Using the data below, copy every line that contains the word "Task".

Collected data:
Segment Open

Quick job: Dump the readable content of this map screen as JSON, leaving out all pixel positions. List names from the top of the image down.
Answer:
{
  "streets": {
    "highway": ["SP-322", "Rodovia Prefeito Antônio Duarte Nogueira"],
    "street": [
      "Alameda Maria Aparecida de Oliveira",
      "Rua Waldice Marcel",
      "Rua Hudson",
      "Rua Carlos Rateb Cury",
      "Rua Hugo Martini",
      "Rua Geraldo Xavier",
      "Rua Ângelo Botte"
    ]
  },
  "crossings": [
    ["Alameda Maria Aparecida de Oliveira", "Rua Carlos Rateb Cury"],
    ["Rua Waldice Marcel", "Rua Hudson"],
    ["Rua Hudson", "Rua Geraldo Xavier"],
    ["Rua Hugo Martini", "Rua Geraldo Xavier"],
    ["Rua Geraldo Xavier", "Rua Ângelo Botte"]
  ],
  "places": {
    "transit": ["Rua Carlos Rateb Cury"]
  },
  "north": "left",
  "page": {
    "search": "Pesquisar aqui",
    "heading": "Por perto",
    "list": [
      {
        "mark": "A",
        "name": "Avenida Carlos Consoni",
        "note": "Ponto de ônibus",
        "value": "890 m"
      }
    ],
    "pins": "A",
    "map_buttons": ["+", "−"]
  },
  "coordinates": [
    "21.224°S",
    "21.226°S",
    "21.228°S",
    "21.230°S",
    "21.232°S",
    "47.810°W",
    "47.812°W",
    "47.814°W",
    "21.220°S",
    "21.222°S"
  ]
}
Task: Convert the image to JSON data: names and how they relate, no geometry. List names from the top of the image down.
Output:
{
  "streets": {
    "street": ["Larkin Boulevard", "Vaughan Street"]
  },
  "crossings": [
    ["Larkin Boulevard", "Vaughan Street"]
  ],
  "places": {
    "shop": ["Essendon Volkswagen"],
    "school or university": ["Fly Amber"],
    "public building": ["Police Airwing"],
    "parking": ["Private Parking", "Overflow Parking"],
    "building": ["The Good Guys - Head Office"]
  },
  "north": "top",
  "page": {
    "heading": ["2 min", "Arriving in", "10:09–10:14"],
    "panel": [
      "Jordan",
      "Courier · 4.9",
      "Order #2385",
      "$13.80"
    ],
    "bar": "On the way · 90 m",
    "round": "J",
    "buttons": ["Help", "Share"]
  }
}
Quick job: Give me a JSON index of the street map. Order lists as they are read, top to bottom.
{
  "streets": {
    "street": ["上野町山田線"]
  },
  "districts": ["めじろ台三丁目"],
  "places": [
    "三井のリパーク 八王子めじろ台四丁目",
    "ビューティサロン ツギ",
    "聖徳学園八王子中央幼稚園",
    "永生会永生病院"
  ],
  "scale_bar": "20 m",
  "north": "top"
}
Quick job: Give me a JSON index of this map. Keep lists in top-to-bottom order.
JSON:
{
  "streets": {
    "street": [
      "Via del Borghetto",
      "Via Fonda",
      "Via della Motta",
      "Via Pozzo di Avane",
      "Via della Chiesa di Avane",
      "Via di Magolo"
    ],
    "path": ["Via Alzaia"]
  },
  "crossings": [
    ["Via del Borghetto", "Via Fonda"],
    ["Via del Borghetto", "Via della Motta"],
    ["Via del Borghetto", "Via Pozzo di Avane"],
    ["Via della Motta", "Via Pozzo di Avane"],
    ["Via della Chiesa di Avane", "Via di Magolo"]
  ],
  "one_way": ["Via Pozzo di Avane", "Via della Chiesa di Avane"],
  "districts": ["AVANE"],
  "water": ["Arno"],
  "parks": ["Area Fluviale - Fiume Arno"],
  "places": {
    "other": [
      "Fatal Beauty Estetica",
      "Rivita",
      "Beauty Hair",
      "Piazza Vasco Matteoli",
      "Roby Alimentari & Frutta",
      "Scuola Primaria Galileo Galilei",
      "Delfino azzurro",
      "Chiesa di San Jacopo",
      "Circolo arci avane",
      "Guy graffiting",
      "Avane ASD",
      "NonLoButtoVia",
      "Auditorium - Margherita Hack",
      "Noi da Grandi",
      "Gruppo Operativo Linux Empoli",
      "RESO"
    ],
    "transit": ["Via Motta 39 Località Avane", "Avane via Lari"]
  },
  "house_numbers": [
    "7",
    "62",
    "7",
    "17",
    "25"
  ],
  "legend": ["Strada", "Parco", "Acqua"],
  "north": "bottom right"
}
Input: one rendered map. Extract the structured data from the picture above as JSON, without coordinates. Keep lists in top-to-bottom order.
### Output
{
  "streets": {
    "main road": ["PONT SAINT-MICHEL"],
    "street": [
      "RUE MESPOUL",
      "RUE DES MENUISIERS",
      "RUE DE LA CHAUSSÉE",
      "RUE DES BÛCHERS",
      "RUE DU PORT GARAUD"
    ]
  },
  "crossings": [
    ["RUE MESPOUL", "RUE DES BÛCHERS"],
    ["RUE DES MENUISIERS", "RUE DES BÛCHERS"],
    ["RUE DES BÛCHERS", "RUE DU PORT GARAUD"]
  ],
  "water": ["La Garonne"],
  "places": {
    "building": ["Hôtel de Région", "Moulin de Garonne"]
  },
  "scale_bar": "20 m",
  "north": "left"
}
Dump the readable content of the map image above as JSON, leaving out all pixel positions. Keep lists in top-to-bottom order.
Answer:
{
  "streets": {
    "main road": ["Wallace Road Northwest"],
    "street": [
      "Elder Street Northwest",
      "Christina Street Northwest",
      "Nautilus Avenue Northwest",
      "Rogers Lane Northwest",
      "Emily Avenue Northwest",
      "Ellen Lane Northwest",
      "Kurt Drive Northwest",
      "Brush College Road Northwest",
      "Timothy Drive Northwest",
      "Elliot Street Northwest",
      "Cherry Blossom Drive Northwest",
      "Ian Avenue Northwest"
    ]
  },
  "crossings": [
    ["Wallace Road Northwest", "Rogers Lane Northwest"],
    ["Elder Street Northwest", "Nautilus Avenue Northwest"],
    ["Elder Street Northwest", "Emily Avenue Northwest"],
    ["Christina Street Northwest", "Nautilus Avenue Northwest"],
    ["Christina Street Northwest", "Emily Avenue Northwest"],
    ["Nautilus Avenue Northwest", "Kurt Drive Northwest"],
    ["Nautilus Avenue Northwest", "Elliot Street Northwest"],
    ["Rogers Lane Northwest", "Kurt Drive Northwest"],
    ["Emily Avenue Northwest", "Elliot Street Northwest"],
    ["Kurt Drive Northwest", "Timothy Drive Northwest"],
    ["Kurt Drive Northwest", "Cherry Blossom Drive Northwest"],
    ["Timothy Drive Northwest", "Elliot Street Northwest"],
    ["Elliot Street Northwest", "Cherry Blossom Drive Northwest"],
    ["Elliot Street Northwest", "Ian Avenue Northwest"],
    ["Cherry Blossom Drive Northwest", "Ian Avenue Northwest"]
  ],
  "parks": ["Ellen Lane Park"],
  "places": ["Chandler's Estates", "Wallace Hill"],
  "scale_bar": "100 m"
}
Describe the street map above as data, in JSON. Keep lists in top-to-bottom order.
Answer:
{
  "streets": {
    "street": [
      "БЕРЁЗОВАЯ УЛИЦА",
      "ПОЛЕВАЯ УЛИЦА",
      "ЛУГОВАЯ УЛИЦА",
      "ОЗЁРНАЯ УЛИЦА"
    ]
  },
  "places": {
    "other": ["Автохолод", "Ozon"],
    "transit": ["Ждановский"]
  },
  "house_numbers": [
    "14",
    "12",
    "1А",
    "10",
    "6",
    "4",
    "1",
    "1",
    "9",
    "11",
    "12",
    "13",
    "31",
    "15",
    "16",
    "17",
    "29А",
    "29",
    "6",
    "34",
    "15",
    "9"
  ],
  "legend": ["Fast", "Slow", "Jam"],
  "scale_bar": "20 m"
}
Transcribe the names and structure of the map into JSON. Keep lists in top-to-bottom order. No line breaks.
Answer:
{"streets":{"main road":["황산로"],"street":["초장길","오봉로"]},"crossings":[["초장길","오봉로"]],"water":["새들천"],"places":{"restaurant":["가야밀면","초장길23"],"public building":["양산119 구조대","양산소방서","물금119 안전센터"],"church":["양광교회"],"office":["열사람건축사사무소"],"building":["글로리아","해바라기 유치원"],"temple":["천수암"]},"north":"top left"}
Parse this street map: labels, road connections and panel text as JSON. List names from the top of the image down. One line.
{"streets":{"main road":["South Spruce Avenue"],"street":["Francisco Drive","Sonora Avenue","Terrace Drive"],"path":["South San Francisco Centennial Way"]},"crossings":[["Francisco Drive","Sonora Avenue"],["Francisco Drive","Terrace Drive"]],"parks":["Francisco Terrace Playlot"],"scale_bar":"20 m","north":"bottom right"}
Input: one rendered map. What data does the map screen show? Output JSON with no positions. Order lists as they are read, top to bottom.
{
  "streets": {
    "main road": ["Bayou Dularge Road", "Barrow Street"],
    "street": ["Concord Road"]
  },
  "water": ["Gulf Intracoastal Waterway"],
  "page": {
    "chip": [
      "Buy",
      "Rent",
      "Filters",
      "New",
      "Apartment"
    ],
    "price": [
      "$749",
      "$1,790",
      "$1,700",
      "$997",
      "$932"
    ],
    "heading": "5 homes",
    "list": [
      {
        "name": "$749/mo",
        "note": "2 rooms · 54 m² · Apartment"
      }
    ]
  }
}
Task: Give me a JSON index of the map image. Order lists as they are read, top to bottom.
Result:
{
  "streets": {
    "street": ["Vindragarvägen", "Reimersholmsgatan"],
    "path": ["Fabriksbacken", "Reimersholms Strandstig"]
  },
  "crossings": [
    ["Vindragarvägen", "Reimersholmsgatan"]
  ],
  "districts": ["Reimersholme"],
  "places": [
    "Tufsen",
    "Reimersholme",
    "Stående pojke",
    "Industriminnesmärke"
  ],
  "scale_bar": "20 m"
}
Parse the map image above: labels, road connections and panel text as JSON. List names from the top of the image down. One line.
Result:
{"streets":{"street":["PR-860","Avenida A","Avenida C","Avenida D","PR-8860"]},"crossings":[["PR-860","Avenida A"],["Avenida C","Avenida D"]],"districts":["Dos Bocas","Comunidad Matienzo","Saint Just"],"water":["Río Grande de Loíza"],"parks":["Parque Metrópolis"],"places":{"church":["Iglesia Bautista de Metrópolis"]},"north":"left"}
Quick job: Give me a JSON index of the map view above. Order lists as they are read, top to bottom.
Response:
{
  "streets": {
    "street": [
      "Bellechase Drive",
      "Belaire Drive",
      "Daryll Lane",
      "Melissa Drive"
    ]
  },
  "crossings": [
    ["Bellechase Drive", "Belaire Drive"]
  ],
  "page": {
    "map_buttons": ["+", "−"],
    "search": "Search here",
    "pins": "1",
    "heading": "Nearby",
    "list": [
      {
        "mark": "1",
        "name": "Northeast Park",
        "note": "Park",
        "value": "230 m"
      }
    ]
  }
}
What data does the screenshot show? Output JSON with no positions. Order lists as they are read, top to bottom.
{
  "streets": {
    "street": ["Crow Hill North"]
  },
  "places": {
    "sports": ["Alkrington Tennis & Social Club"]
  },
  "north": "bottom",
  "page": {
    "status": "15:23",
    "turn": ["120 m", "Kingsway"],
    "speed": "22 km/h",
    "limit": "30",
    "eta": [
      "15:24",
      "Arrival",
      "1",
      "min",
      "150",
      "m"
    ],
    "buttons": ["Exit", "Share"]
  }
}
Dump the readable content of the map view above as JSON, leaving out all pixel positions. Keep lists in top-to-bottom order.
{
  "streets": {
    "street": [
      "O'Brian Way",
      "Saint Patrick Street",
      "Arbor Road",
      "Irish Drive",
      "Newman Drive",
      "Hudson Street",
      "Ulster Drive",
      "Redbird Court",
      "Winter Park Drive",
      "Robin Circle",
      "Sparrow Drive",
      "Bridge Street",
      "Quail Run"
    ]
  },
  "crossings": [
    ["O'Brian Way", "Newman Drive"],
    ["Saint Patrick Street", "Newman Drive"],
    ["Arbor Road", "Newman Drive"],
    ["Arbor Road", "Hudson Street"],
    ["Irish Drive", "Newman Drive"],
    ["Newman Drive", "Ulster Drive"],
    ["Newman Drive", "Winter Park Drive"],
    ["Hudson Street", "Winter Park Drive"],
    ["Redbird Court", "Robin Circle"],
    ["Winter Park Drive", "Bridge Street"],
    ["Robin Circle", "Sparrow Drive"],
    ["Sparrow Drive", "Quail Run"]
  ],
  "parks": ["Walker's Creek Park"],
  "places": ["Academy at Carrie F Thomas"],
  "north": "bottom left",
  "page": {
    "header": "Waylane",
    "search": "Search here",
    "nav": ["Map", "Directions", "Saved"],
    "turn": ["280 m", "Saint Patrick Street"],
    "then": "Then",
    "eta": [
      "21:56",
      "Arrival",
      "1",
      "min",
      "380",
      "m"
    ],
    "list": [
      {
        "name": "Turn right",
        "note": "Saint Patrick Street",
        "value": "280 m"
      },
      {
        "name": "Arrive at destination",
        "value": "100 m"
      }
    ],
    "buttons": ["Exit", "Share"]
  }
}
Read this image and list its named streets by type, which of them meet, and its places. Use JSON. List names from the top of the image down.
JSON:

Segment Closed

** ANSWER TO THIS PROBLEM **
Task: Convert the image to JSON data: names and how they relate, no geometry. List names from the top of the image down.
Task: Give me a JSON index of the map image. Order lists as they are read, top to bottom.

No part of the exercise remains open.